出典:晋史データ
映画『マネー・ショート 華麗なる大逆転』のモデルとなった実在の人物で、米国住宅市場の崩壊を予言したことで有名なマイケル・バリー氏は、現在の株式市場における人工知能への執着は、ドットコムバブル崩壊直前の最終段階に似てきていると警告している。
先週金曜日にSubstackプラットフォームに掲載された記事の中で、バリー氏は長距離運転中に金融関連のテレビやラジオ番組を聴いていたところ、「誰もが延々とAIについて話していて、一日中他のことについては誰も話していなかった」と感じたと書いている。
米国の住宅市場崩壊を正確に予測したことで知られるこの投資家は、株式市場はもはや雇用統計や消費者信頼感といった経済データに論理的かつ実質的な反応を示さなくなったと述べた。
先週金曜日、S&P500指数は過去最高値を更新した。トレーダーたちは、過去最低を記録した消費者信頼感指数よりも、予想をやや上回った4月の非農業部門雇用統計に注目していた。

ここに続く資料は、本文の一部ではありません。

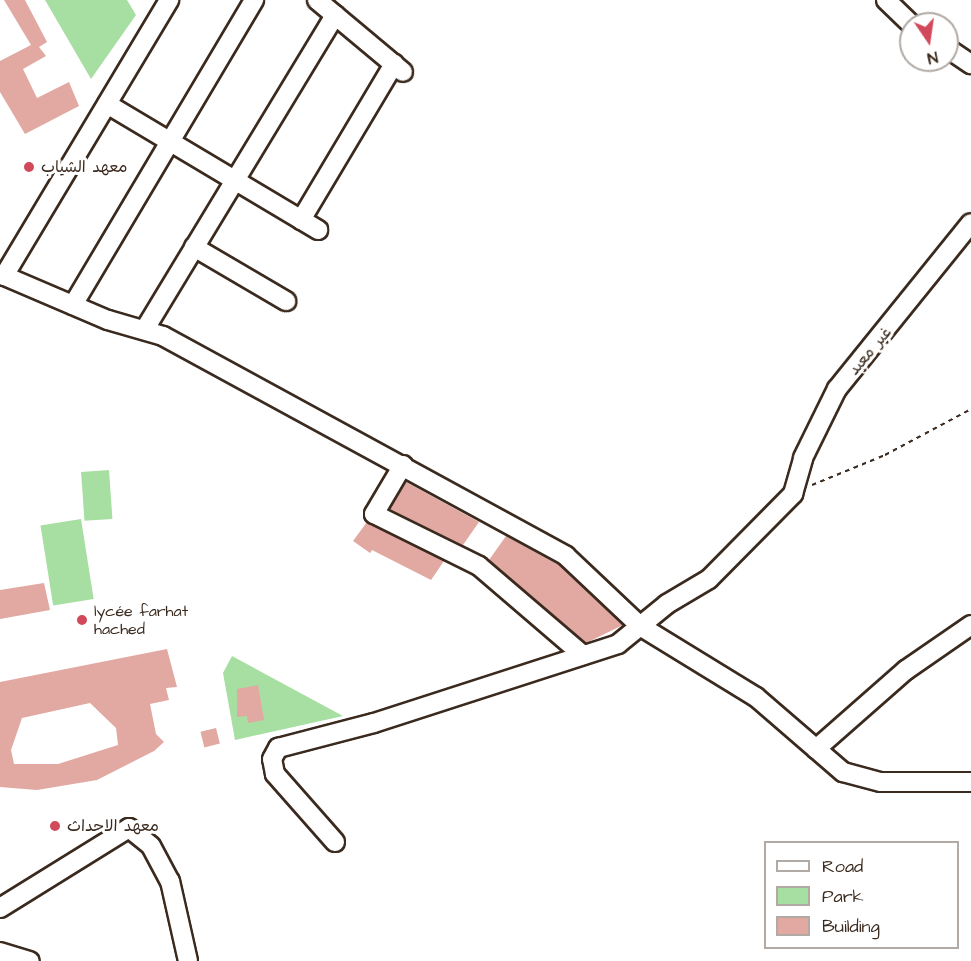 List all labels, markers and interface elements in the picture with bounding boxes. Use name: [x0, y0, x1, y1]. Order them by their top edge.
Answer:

しかしベリー氏は、株価の変動は雇用や消費者信頼感によるものではないと述べ、「株価が一直線に上昇しているのは、単にこれまで一直線に上昇してきたからであり、その背後にあるのは誰もが理解していると思っている2文字の主張だけだ…1999年から2000年のバブル崩壊の最後の数ヶ月を彷彿とさせる」と書いている。
バリー氏は、フィラデルフィア半導体指数(SOX)の最近のパフォーマンスを、2000年3月のハイテク株暴落前の急騰と比較した。同指数は先週10%以上上昇し、年初来の上昇率は65%に達した。
バリー氏がこうした発言をしたのは、過去2年間、投資家が人工知能関連株に殺到し、米国の主要株価指数が過去最高値を更新した時期と重なる。半導体企業や、AIインフラおよびソフトウェア関連の巨大テクノロジー企業の株価上昇を牽引し、生成型AIへの熱狂が株価の急騰を促した。
伝説的なマクロトレーダーであり、チューダー・インベストメント・コーポレーションの創設者兼最高投資責任者であるポール・チューダー・ジョーンズ氏は、現在のAI主導の株価上昇をドットコムバブル崩壊前の時期になぞらえているが、強気相場にはさらなる上昇の余地があると考えている。
ジョーンズ氏はCNBCの「スクワーク・ボックス」で、現在の状況は1999年(ハイテク株が2000年初頭にピークを迎える約1年前)に似ていると述べ、株価上昇は今後1~2年続く可能性があると予測した。
同時に、ジョーンズ氏は、株価評価がこのまま上昇し続ければ、最終的な調整は非常に急激なものになる可能性があるとも警告した。
ジョーンズ氏は、株式市場がさらに40%上昇すれば、株式市場の時価総額対GDP比は驚異的な300%、あるいは350%に達する可能性があると述べた。「その時点で、誰もが驚くような調整局面が訪れることは分かっている。」